*** Data shown ***

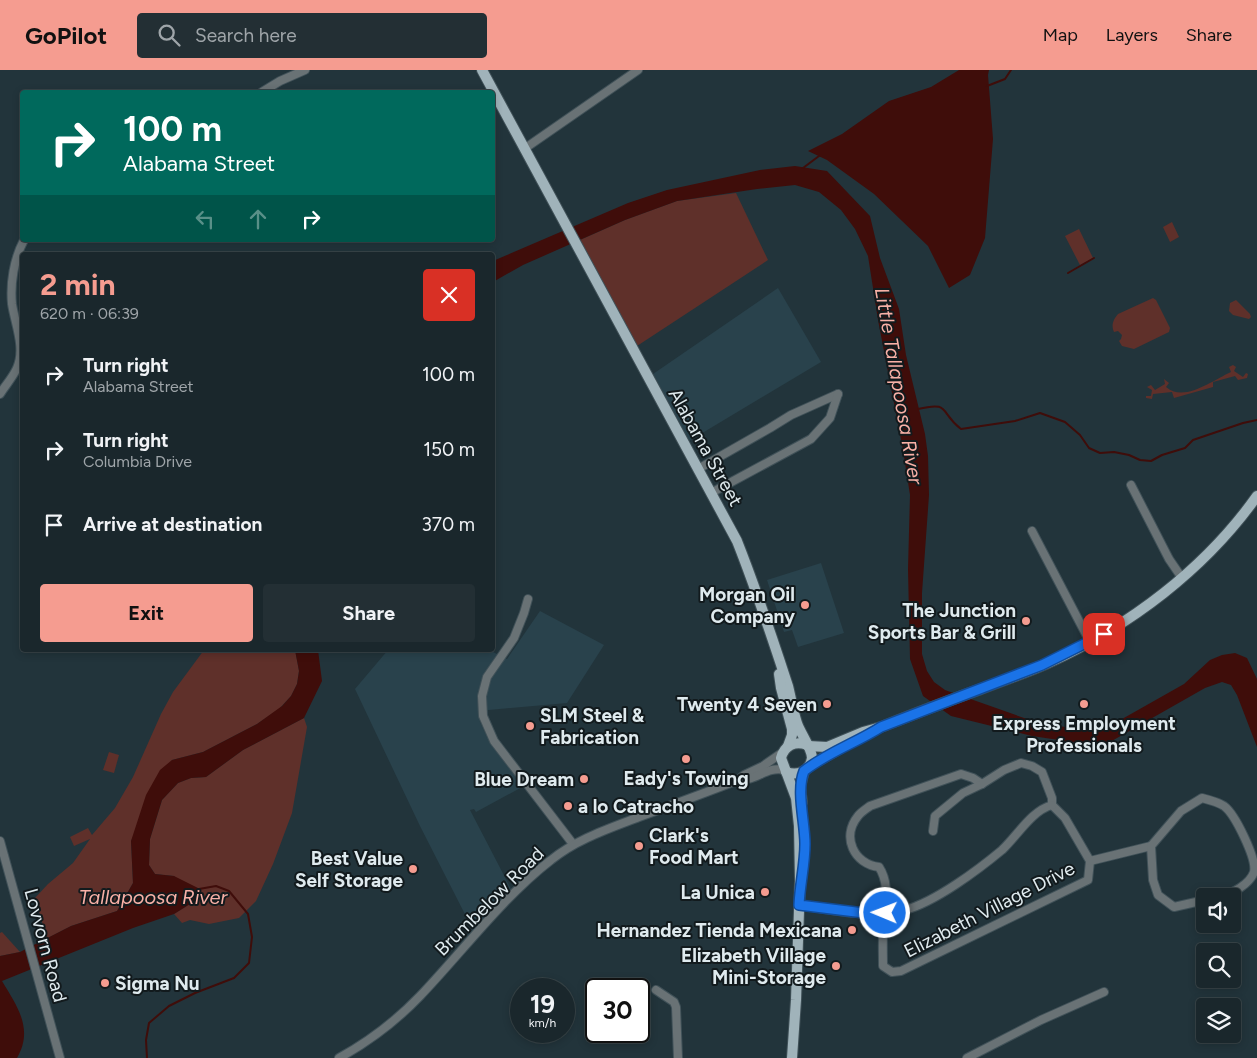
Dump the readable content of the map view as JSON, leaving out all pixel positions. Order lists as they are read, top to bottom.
{
  "streets": {
    "main road": ["Alabama Street"],
    "street": ["Brumbelow Road", "Elizabeth Village Drive", "Lovvorn Road"]
  },
  "crossings": [
    ["Alabama Street", "Brumbelow Road"]
  ],
  "water": ["Little Tallapoosa River", "Tallapoosa River"],
  "places": [
    "Morgan Oil Company",
    "The Junction Sports Bar & Grill",
    "Twenty 4 Seven",
    "Express Employment Professionals",
    "SLM Steel & Fabrication",
    "Eady's Towing",
    "Blue Dream",
    "a lo Catracho",
    "Clark's Food Mart",
    "Best Value Self Storage",
    "La Unica",
    "Hernandez Tienda Mexicana",
    "Elizabeth Village Mini-Storage",
    "Sigma Nu"
  ],
  "page": {
    "header": "GoPilot",
    "search": "Search here",
    "nav": ["Map", "Layers", "Share"],
    "turn": ["100 m", "Alabama Street"],
    "heading": ["2 min", "620 m · 06:39"],
    "list": [
      {
        "name": "Turn right",
        "note": "Alabama Street",
        "value": "100 m"
      },
      {
        "name": "Turn right",
        "note": "Columbia Drive",
        "value": "150 m"
      },
      {
        "name": "Arrive at destination",
        "value": "370 m"
      }
    ],
    "buttons": ["Exit", "Share"],
    "speed": "19 km/h",
    "limit": "30"
  }
}
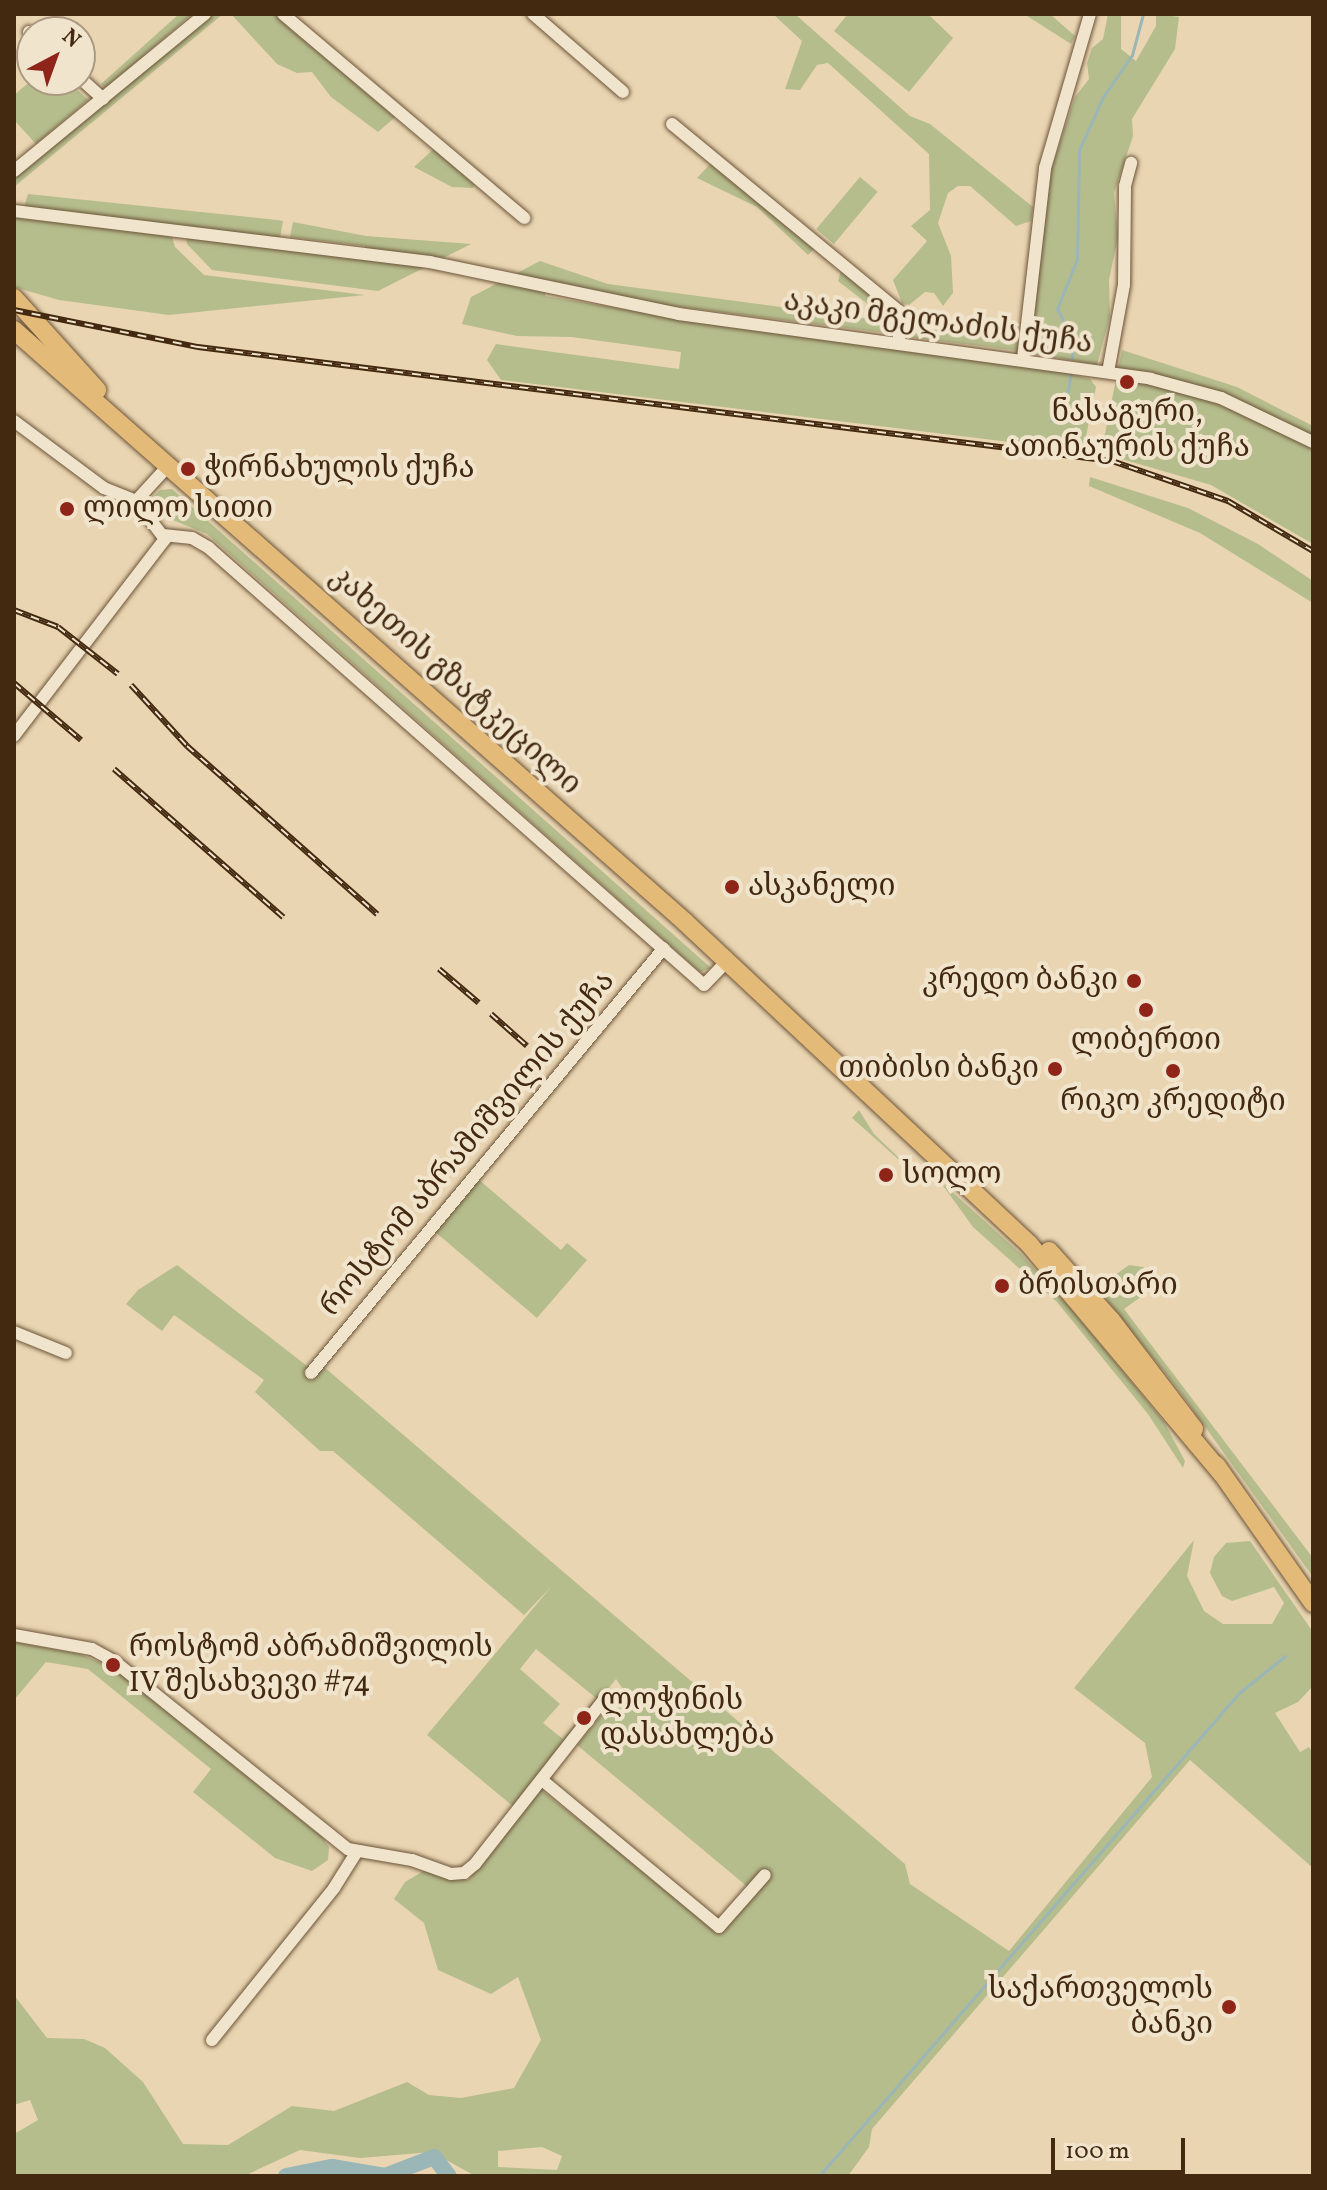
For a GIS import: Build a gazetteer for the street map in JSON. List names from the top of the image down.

***

Reproduce all entries exactly. Pictures do not belong in the copy.

- [Result for this task]
Dump the readable content of the map view as JSON, leaving out all pixel positions. Order lists as they are read, top to bottom.
{
  "streets": {
    "main road": ["Alabama Street"],
    "street": ["Brumbelow Road", "Elizabeth Village Drive", "Lovvorn Road"]
  },
  "crossings": [
    ["Alabama Street", "Brumbelow Road"]
  ],
  "water": ["Little Tallapoosa River", "Tallapoosa River"],
  "places": [
    "Morgan Oil Company",
    "The Junction Sports Bar & Grill",
    "Twenty 4 Seven",
    "Express Employment Professionals",
    "SLM Steel & Fabrication",
    "Eady's Towing",
    "Blue Dream",
    "a lo Catracho",
    "Clark's Food Mart",
    "Best Value Self Storage",
    "La Unica",
    "Hernandez Tienda Mexicana",
    "Elizabeth Village Mini-Storage",
    "Sigma Nu"
  ],
  "page": {
    "header": "GoPilot",
    "search": "Search here",
    "nav": ["Map", "Layers", "Share"],
    "turn": ["100 m", "Alabama Street"],
    "heading": ["2 min", "620 m · 06:39"],
    "list": [
      {
        "name": "Turn right",
        "note": "Alabama Street",
        "value": "100 m"
      },
      {
        "name": "Turn right",
        "note": "Columbia Drive",
        "value": "150 m"
      },
      {
        "name": "Arrive at destination",
        "value": "370 m"
      }
    ],
    "buttons": ["Exit", "Share"],
    "speed": "19 km/h",
    "limit": "30"
  }
}
For a GIS import: Build a gazetteer for the street map in JSON. List names from the top of the image down.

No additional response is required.